The Blue Moon To Shine Friday Night Won’t Be Blue
If there’s something you do “once in a blue moon,” get ready to do it tomorrow.
Yes, a blue moon will shine over our lovely Earth tomorrow – except that it won’t necessarily be blue.
The History Channel posted an explanation on why the “blue moon” is called blue while it really isn’t, and why this occurrence takes place so rarely that people came up with an expression for it.
According to the History Channel, we now consider a “blue moon” to be just a full moon shining twice during a Gregorian calendar month, or at least that’s the popular definition of the phrase now.

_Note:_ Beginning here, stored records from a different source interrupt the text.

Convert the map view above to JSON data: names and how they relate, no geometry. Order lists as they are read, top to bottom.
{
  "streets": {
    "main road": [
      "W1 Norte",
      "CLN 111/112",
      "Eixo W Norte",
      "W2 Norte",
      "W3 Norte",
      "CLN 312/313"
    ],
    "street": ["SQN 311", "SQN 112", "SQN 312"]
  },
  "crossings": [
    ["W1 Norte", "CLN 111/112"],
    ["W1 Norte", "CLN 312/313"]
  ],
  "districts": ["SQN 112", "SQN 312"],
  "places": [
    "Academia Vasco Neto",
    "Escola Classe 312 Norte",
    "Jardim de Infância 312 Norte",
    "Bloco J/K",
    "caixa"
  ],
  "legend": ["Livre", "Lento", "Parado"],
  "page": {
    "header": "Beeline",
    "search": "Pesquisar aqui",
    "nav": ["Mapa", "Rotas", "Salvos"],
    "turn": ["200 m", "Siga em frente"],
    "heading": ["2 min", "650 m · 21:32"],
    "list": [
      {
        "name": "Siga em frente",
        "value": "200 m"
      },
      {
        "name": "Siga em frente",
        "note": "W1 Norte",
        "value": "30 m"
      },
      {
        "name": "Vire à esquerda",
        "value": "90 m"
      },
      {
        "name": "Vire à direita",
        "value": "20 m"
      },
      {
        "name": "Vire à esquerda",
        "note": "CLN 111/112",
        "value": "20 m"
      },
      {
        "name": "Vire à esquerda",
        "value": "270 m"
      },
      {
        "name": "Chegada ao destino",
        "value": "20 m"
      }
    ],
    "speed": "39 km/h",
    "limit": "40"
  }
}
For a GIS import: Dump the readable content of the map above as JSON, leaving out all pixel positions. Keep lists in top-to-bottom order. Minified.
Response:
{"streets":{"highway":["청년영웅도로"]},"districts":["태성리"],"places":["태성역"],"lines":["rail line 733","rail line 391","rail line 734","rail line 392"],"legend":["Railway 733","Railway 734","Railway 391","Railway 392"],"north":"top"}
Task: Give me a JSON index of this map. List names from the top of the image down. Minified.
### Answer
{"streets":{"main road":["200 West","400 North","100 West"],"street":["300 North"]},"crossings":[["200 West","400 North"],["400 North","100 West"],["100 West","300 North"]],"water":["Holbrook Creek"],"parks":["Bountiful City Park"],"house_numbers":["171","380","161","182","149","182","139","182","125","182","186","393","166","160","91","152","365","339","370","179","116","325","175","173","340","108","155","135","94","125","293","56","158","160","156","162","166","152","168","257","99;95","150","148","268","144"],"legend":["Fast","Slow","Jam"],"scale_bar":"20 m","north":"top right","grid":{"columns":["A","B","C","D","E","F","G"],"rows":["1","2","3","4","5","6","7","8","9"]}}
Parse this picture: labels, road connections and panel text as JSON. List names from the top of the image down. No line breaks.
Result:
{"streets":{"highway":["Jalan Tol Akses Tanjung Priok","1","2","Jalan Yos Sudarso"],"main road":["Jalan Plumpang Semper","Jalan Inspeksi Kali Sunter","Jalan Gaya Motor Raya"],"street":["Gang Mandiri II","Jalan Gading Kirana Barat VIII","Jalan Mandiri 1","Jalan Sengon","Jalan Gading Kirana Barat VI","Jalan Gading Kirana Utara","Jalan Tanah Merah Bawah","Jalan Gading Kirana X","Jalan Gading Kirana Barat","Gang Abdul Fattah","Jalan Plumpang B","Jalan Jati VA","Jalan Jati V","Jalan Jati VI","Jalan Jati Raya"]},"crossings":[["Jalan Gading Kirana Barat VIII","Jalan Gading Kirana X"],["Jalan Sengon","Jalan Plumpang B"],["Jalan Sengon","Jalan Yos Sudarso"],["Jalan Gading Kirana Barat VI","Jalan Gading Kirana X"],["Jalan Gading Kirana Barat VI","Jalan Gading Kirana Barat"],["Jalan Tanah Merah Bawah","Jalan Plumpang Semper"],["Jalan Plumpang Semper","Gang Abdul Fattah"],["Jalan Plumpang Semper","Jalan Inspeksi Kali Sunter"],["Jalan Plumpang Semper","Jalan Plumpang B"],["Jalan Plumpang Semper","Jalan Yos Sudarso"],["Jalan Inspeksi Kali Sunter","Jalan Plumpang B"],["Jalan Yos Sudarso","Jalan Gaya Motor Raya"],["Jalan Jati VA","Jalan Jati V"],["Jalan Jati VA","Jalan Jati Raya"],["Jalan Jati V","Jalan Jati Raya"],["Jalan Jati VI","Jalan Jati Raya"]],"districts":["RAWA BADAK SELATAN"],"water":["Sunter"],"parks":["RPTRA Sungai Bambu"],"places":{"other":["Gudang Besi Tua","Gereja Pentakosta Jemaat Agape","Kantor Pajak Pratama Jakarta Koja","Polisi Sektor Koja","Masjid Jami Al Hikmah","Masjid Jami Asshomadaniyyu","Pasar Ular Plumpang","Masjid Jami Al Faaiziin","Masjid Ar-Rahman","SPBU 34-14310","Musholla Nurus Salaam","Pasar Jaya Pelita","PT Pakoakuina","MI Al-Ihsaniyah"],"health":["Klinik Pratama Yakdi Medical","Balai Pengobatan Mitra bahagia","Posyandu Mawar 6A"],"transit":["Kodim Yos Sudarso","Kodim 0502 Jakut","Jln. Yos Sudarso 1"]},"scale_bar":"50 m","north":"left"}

The second full moon in a month is known as the Blue Moon. Look for this rare phenomenon on July 31! pic.twitter.com/VIQRQKXID4
— Zion National Park (@ZionNPS) July 30, 2015
Since the Gregorian calendar is not a lunar calendar, the phases of the moon do not follow Gregorian months. The lunar cycle, which is used for lunar months of other cultures, covers an average of 29.5 days. As every month on the Gregorian calendar is longer than the lunar phase, with the exception of February, of course, some exceptional years end up having 13 full moons rather than 12.
According to the History Channel, the term “blue moon” originally referred to the third of four full moons in a season. (On a normal year, a season would only be visited by three full moons rather than four.) History, citing the Main Farmers’ Almanac, said this was the accepted definition of the phrase from 1800 until the 20th century.
The reason the third, rather than the fourth, moon was considered to be the “blue moon” is that it was the odd one out. The other full moons would land on their usual expected time periods.
One interesting fact is that our current understanding of the idea of a blue moon comes as a result of a misunderstanding. According to Sky and Telescope magazine, a contributor to the magazine by the name of James Hugh Pruett wrote an article in the mid 1940s and misunderstood the concept of the “blue moon.” Sky and Telescope says Pruett derived his idea on the fact that every Gregorian month has one full moon except for that random one that is visited by two every once in a while.
“This gives 11 months with one full moon each and one with two,” Pruett wrote. “This second in a month, so I interpret it, was called Blue Moon.”
At least he was clear that that was how he himself interpreted it.
If you’re still unsure which definition to accept, most dictionaries today, including the Merriam Webster’s Dictionary, define a “blue moon” as the second full moon in a calendar month.
As for countries and cultures that follow a lunar calendar system, tomorrow night’s “blue moon” is just going to be another normal full moon in the skies.
If you’re too tired to see the blue moon on Friday night, or miss it for any other reason, CNN says you can see it again in January, 2018.